We need a mechanism to help us correct the balance so that New Zealand companies can compete from a position of equality rather than from the massively unbalanced situation that exists now.
Our size means we are a de facto boutique producer on a world scale. Let's capitalise on that and our other attributes, namely green, innovative, adventurous and spirited.
We must rethink sustainable and then factor in durable as a high priority. If something doesn't last a long time, then is is hardly sustainable even if it is made from recycled materials. Let’s change the consumer goods guarantee period from 12 months to 24 months and then to 36 months and beyond.
This could result in several huge benefits: Since durability requires good design, good materials and good workmanship, our manufacturers would start to compete in a quality-based environment.
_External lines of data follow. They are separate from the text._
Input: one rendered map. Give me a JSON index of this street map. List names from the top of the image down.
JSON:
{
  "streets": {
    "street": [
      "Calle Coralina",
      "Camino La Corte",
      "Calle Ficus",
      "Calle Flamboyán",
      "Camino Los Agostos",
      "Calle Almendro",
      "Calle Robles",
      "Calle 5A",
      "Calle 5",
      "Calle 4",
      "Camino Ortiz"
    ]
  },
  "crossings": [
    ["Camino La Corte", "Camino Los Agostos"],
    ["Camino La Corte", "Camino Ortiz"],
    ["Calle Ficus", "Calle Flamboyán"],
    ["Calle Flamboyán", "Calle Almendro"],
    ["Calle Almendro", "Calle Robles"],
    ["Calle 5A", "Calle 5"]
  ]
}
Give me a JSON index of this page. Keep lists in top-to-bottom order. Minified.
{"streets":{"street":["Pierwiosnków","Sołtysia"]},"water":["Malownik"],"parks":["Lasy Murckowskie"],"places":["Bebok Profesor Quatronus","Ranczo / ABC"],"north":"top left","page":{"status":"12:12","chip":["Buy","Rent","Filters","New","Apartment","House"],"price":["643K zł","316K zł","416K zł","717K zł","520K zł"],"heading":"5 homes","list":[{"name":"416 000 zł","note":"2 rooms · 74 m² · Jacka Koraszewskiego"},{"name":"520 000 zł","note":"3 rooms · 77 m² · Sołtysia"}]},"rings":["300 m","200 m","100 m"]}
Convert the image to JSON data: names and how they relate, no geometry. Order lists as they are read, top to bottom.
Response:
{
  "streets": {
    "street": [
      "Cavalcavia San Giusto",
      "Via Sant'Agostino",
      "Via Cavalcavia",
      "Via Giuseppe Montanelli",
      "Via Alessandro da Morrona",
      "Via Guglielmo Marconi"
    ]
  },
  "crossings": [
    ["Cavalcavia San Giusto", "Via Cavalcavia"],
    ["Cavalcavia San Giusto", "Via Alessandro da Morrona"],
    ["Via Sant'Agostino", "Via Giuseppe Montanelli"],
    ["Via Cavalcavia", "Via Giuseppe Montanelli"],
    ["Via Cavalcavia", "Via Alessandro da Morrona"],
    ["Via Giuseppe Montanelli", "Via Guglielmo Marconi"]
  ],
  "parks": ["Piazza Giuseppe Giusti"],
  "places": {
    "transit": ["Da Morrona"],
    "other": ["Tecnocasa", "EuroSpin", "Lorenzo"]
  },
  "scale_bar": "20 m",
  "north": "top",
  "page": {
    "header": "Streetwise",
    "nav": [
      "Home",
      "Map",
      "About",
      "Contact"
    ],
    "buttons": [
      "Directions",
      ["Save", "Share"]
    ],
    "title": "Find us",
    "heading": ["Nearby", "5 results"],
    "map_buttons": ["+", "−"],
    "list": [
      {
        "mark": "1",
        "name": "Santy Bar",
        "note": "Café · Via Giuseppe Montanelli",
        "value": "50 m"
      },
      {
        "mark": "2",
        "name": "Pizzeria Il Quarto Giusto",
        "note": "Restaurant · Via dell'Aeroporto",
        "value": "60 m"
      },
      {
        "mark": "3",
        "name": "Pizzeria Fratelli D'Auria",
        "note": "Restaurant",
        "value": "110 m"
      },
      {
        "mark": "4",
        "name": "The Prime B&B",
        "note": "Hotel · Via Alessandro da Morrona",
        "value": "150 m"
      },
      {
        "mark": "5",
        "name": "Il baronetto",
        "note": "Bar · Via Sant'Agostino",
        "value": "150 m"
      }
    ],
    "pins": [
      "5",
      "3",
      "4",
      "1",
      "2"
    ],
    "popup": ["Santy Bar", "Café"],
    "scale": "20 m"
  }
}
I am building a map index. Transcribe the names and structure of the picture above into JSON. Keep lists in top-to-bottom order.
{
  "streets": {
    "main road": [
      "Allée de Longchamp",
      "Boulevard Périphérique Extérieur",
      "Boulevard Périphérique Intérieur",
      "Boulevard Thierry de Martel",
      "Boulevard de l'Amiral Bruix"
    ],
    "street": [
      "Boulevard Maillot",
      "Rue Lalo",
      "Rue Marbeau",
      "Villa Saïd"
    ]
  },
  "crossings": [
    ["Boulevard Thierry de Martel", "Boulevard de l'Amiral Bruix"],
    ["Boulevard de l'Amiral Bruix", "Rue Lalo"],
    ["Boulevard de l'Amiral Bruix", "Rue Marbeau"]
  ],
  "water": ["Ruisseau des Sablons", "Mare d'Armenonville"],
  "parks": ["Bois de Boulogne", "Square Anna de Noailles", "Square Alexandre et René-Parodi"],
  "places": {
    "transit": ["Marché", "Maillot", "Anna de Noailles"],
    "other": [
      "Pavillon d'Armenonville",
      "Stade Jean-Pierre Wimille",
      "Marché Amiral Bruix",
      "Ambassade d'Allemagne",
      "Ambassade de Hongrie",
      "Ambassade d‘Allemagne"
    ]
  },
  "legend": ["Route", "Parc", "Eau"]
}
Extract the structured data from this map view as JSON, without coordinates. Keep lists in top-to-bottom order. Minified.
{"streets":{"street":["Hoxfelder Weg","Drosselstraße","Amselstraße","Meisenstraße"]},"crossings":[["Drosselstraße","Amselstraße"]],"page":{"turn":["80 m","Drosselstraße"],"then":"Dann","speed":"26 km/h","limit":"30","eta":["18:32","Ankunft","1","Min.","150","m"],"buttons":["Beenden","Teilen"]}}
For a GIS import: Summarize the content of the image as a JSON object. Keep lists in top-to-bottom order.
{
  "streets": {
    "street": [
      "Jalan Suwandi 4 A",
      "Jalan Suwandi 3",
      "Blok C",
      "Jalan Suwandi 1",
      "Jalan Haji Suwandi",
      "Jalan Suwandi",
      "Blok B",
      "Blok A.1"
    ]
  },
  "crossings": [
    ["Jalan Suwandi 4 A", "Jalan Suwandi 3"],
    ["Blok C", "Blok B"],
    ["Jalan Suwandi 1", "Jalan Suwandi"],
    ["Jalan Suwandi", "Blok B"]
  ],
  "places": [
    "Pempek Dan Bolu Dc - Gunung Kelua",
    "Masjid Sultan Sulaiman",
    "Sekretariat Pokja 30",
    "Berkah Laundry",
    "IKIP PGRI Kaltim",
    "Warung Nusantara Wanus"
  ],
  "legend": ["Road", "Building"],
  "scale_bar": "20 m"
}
Our products would establish a global reputation for value and increased exports to discerning customers sick of throwing away junk would likely follow. We would import less junk and the products we did buy would last longer so have a reduced environmental impact with fewer resources consumed.
Over a lifetime our living costs would reduce as the durable effect took hold and we would have more to save and invest - as well as companies of substance to invest in.
Durability is a powerful measure that only comes from knowledge, craftsmanship and commitment. Yet its returns are far greater that the small additional cost. I believe it is a worthy direction to pursue and is the most simple to legislate and does not prejudice any trade agreements.